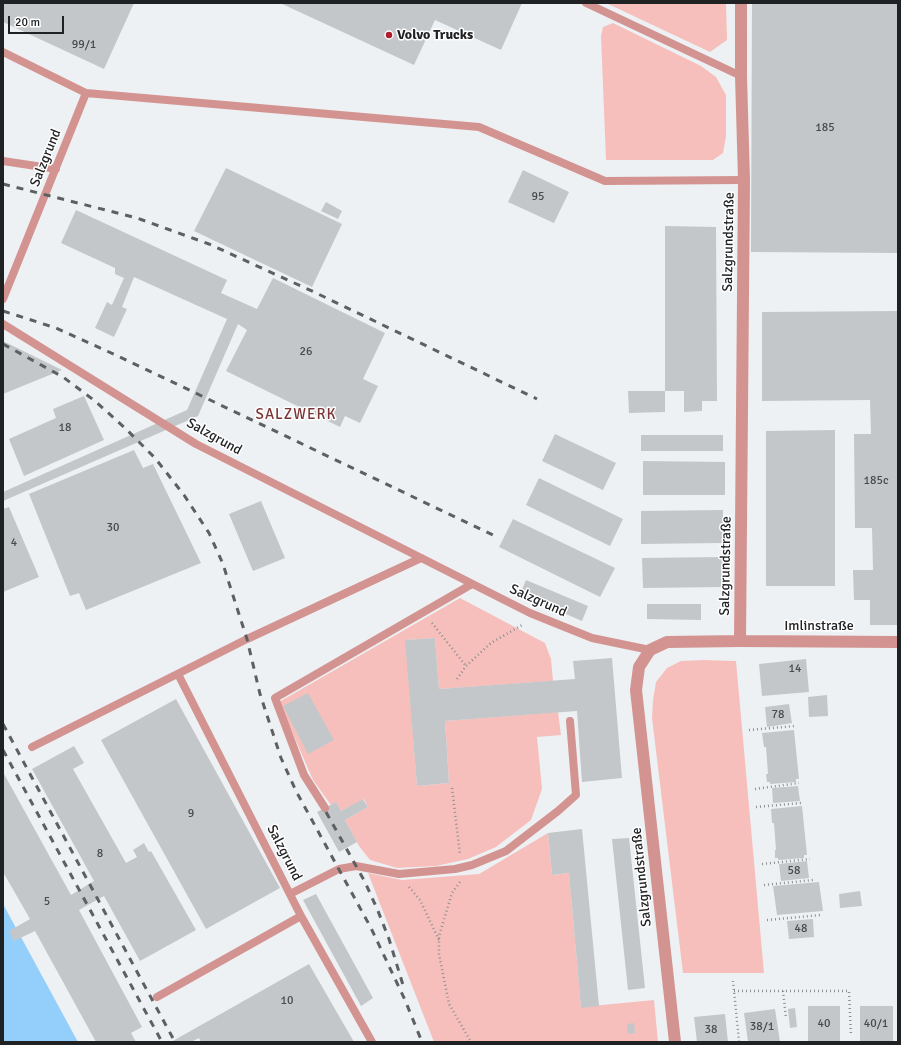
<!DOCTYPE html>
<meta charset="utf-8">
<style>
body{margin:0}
#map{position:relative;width:901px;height:1045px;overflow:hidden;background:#eef1f4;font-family:Signika,sans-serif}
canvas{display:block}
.frame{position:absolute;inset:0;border:4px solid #202122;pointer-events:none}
.scale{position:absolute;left:8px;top:16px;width:56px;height:18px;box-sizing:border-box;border:2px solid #202122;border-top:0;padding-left:5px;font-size:12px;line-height:14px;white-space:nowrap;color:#202122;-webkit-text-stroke:3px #fefeff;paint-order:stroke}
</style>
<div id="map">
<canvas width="901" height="1045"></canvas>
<div class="frame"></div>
<div class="scale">20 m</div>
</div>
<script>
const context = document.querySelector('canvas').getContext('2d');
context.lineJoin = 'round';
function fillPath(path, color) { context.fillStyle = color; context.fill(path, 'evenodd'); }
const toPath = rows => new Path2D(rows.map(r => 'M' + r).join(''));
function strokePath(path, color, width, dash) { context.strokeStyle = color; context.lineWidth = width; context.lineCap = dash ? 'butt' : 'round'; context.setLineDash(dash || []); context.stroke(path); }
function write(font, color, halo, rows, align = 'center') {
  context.font = font + ' Signika,sans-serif'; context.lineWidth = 3; context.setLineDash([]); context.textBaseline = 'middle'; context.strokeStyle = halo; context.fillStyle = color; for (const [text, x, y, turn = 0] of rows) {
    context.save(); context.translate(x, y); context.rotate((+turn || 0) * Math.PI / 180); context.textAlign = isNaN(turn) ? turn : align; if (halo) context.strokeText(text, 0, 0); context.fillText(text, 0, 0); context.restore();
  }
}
const green = toPath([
 [606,3,726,3,727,40,710,52],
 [613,23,701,66,716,77,726,95,726,136,723,153,713,160,606,160,601,36,603,27],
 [460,598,545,643,551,659,553,681,439,689,435,638,406,640,417,786,449,783,445,721,558,712,561,735,537,737,542,789,531,820,496,847,468,859,436,866,397,868,370,860,359,846,345,820,368,807,364,799,341,811,336,802,331,805,313,780,279,702],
 [704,660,736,661,764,973,683,973,652,718,653,700,656,682,667,668,681,661],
 [548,833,552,875,569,873,581,1007,654,1000,658,1042,434,1042,368,873,402,880,479,874]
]);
const water = toPath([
 [3,904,78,1042,3,1042]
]);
const building = toPath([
 [3,3,134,3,104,69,3,22],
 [280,3,522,3,501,50,435,20,414,65],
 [752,3,898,3,898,253,751,252],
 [226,168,342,224,312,287,194,231],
 [523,170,569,192,554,223,508,202],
 [326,202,342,211,338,219,321,211],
 [76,210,227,280,221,293,257,309,273,278,385,333,363,379,378,386,360,423,345,416,340,427,226,371,247,330,238,324,198,416,3,501,3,492,187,410,227,319,134,277,122,307,127,309,114,337,95,328,107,302,112,305,124,278,115,274,115,268,61,243],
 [665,226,716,227,717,401,702,401,702,411,684,412,684,391,665,391],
 [898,311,898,625,870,625,870,600,854,600,853,570,873,570,872,528,855,528,854,434,871,434,870,400,762,401,762,312],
 [3,341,62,370,3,394],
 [628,391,665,391,665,412,629,413],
 [84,396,104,440,24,476,9,439,56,418,53,409],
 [835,430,835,586,766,586,766,431],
 [555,434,616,463,603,490,542,461],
 [641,435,723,435,723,451,641,451],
 [134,450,143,468,153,464,201,563,86,610,79,593,70,596,29,494],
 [643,461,725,462,725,495,643,495],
 [539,478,623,519,610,546,526,505],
 [261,501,285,558,253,571,229,514],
 [9,507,39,577,3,592,3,509],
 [723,510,723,543,641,544,641,511],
 [513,519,615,568,600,597,499,547],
 [724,557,724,587,643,588,642,558],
 [526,580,588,606,582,621,520,594],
 [647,604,701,604,701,620,647,619],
 [435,638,439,689,575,679,573,661,612,658,622,778,582,782,577,711,445,721,449,783,417,786,405,640],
 [806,659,809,692,762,696,759,664],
 [308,693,334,740,308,754,283,706],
 [827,695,828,716,809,717,808,697],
 [176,699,280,888,206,929,101,740],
 [789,704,792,723,767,727,765,707],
 [794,730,799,779,796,779,796,782,770,784,770,782,767,782,766,774,768,774,766,747,764,747,762,733],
 [74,746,84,763,73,769,126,863,137,857,133,850,144,843,149,852,151,851,196,930,140,961,104,896,79,910,142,1027,131,1033,136,1042,96,1042,35,931,14,941,9,931,30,919,3,872,3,772,71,895,94,881,32,769],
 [798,786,800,801,773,803,772,788],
 [363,799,368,807,345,820,357,842,339,852,317,812,336,802,341,811],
 [802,806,807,855,804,855,804,858,778,860,778,858,775,858,775,850,776,850,774,823,772,823,771,809],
 [582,829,599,1006,581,1008,569,873,552,875,548,833],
 [629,838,645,988,628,990,612,839],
 [807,861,809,878,781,881,779,864],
 [819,882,823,911,777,915,773,886],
 [860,891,862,906,840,908,839,894],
 [316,894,373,998,361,1006,303,900],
 [813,919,814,937,789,939,787,921],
 [309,964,354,1042,201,1042,199,1038,191,1042,171,1042],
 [808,1006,840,1006,840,1042,808,1042],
 [860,1006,893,1006,893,1042,860,1042],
 [795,1008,797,1027,790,1028,788,1009],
 [775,1009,780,1042,748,1042,744,1013],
 [725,1014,728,1042,697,1042,694,1017],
 [634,1023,635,1033,628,1034,627,1024]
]);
const path = toPath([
 [432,623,466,666],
 [457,679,466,666,491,643,522,625],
 [749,730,795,726],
 [452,788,460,854],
 [755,789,799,783],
 [756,807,801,803],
 [762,864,810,859],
 [460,882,452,893,439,936,439,954,449,1004,471,1042],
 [764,885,813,880],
 [409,887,420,900,439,940],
 [767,920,821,915],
 [733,981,739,1041],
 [734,991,849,991,851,1036],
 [783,991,786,1018]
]);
const lane = toPath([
 [586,3,741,76],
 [3,52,86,93,479,127,605,181,744,180],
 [3,161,56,169],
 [3,299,86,93],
 [3,324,196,444,530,613,592,638,650,650],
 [178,674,301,916,372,1042],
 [32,747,247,639,421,558],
 [325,808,304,775,275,698,472,584],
 [290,894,339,869,356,866,399,874,455,869,472,865,506,851,558,811,576,795,570,721],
 [157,997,301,916]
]);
const street = toPath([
 [740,641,744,180,741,76,741,3],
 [675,1042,636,690,639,667,650,650,667,642,740,641,898,642]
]);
const rail = toPath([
 [3,184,137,218,209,244,314,292,537,399],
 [3,311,56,328,120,357,495,536],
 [3,344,63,377,95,401,125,428,155,458,184,495,209,533,223,564,228,580,247,639,260,694,281,758,296,791,371,928,405,1000,422,1042],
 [3,724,175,1042],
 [3,750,162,1042],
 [326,812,365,882,378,911,389,939,403,985]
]);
const markers = [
 [389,35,4,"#b01d2e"]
];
const numberNames = [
 ["99/1",84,45],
 ["185",825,128],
 ["95",538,197],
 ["26",306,352],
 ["18",65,428],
 ["185c",876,481],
 ["30",113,528],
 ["4",14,543],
 ["14",795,669],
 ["78",778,715],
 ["9",191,814],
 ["8",100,854],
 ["58",794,871],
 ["5",47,902],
 ["48",801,929],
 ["10",287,1001],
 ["40",824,1024],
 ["40/1",876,1024],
 ["38/1",762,1027],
 ["38",711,1030]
];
const poiNames = [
 ["Volvo Trucks",397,35]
];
const streetNames = [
 ["Salzgrund",46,158,-68],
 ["Salzgrundstraße",729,242,-89],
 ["Salzgrund",214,437,29],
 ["Salzgrundstraße",726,566,-89],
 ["Salzgrund",538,601,24],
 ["Imlinstraße",819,626],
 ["Salzgrund",284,853,63],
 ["Salzgrundstraße",642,877,-96]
];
const neighbourhoodNames = [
 ["SALZWERK",296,415]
];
fillPath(green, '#f6bfbc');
fillPath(water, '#94cffc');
fillPath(building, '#c4c7c9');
strokePath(path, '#8d8f91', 2.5, [1, 3]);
strokePath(lane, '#d39491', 8);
strokePath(street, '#d39491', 12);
strokePath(rail, '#5d5f60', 3, [7, 7]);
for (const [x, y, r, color] of markers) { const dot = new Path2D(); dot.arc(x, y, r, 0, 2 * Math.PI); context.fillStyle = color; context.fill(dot); strokePath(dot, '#fefeff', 1.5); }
write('12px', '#494a4c', null, numberNames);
write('bold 14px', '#202122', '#fefeff', poiNames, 'left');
write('14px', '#202122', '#fefeff', streetNames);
context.letterSpacing = '1px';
write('15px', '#7c3535', '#fefeff', neighbourhoodNames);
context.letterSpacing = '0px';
</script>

EXERCISE OBJECTIVE: Work out the count of lines in the data above containing the string "setLineDash". Give it alone.

EXERCISE OUTPUT: 2